METREA株式会社が制作したAI短編映画『This is Me』が、2026年5月21日、香港大学(The University of Hong Kong)School of Future Media主催のイベント「Award-winning AI Film Showcase + Meeting the Directors」にて、日本代表作品として上映された。同社代表取締役CEOの平田茉莉花氏は、アカデミー賞受賞経験を持つRuby Yang教授のモデレートのもと、世界各国の招待監督らとともに登壇し、AI時代の映像表現について議論を交わした。
香港大学School of Future Mediaは、ジャーナリズム、ドキュメンタリー制作、AIコンテンツ生成などを横断する教育機関として設立され、アジア初となるAI映像制作分野の修士課程を開設している。本イベントには、アジア圏を中心に国際的なAI映画祭で評価を受けた4名のクリエイターが招待され、香港大学Centennial Campus内の約174席のシアターにて各作品の上映とディスカッションが行われた。

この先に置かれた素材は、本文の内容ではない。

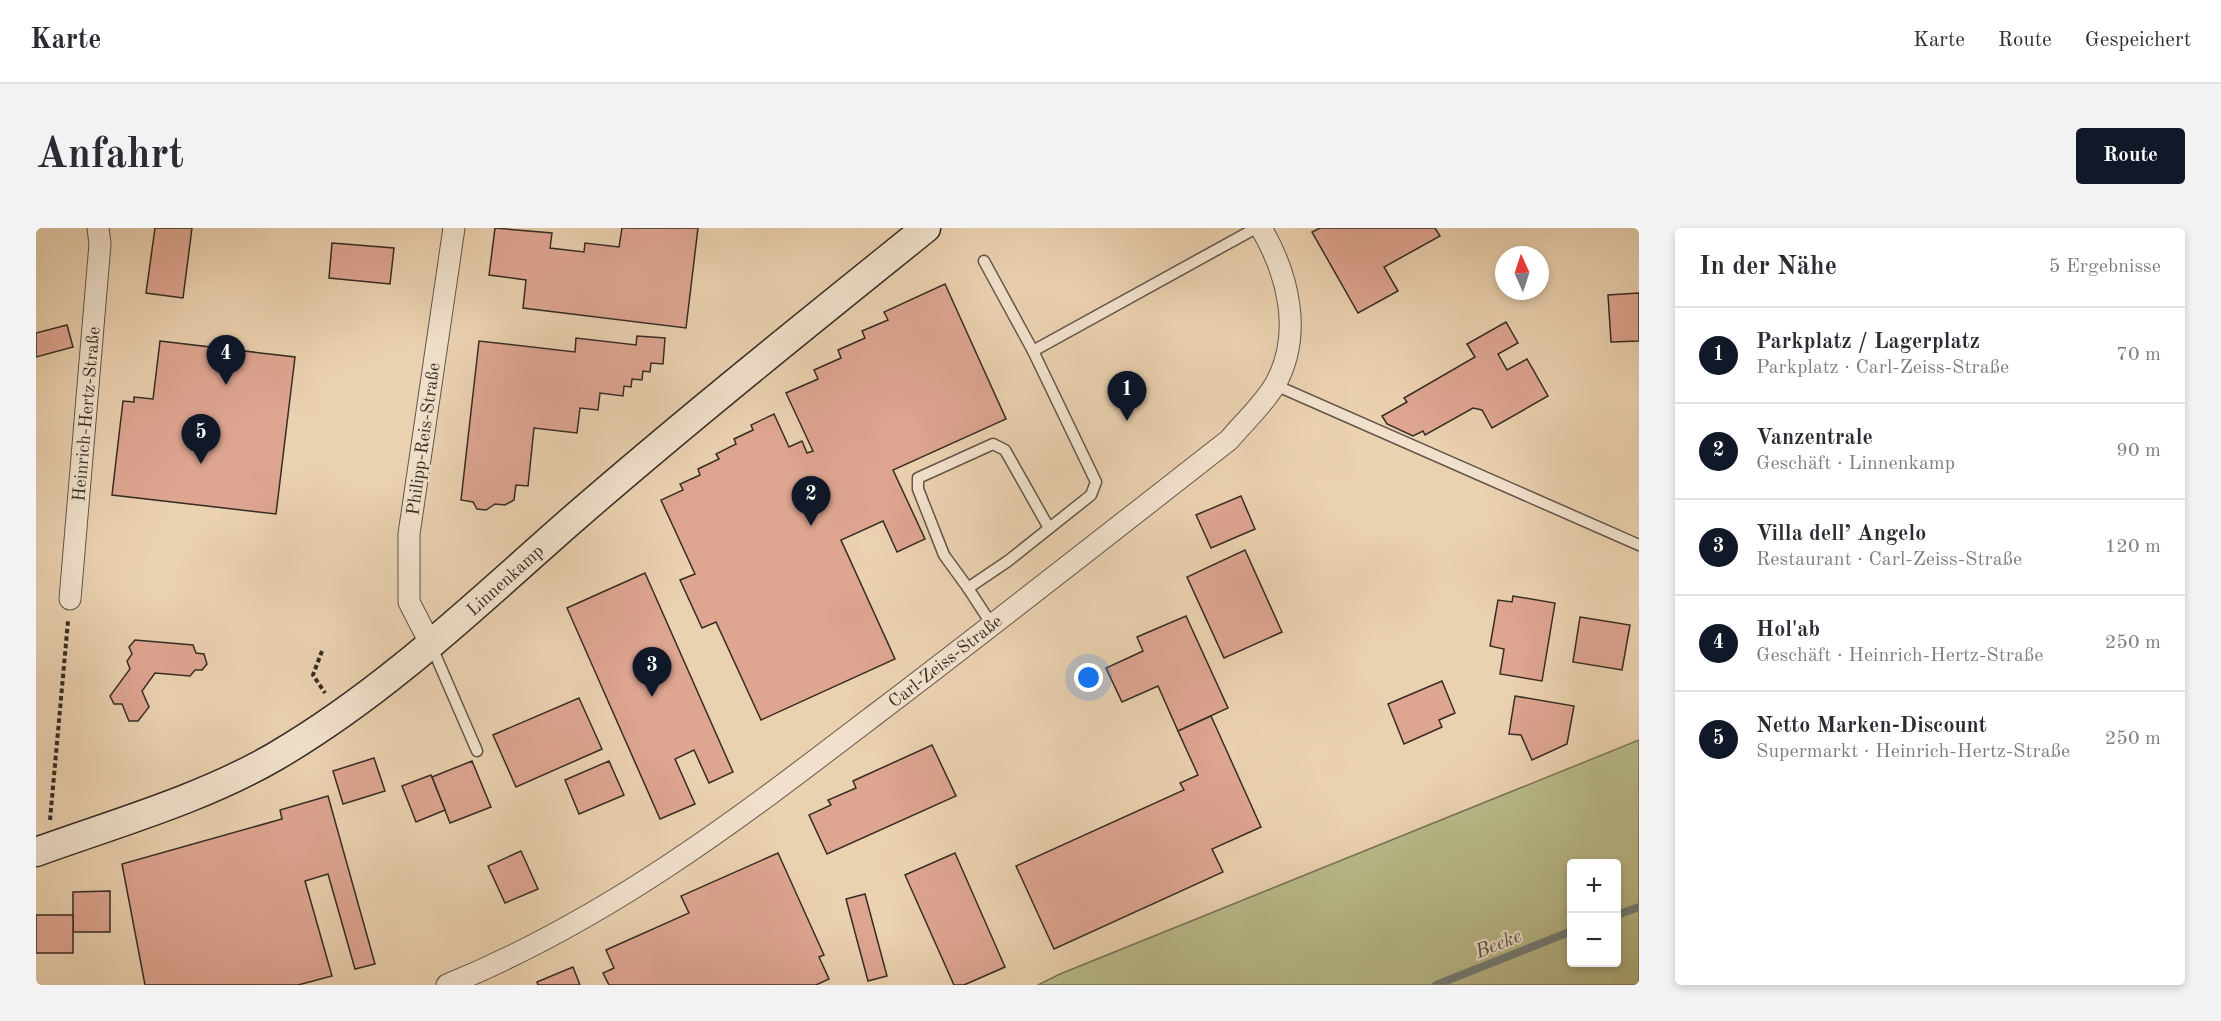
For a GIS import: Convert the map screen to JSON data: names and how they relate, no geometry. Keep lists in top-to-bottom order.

上映された『This is Me』は、ジェンダーアイデンティティの揺らぎと社会が求める「分かりやすさ」の乖離を、ファンタジーとリアリズムを融合させた視覚表現で描く短編アニメーション作品だ。本作は2026年3月のWORLD AI FILM FESTIVAL 2026 in KYOTOにて「Japan Best AI Film賞」と「ベストAIアニメ賞」をW受賞しており、映画の聖地カンヌで開催されたWAIFF Cannes 2026にも参加している。

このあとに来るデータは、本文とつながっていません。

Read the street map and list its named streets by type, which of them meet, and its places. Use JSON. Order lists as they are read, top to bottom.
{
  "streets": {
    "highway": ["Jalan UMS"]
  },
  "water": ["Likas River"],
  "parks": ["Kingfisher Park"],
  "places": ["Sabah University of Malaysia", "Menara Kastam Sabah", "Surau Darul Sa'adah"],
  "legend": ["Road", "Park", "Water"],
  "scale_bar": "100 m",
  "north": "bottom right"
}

上映後のトークセッションでは、AIを制作工程のどこで活用しているか、クリエイターとの役割分担、AI時代における監督性とオリジナリティといったテーマが議論された。学生からも「AIを使うことで作品の個性は失われないのか」「将来的な映像業界の変化をどう考えているか」といった活発な質問が寄せられ、次世代クリエイターと第一線の作家陣が直接対話する場となった。
平田氏は「AIは表現の手段であり、最後に観る人の心を震わせるのは作り手の感性だと、改めて確信しました」とコメント。METREAは今後も「心を震わせる美や物語を編み続ける。」というミッションのもと、AIと感性を融合させたコンテンツ制作と企業向けAIリスキリング研修事業の両輪で事業を展開していく方針だ。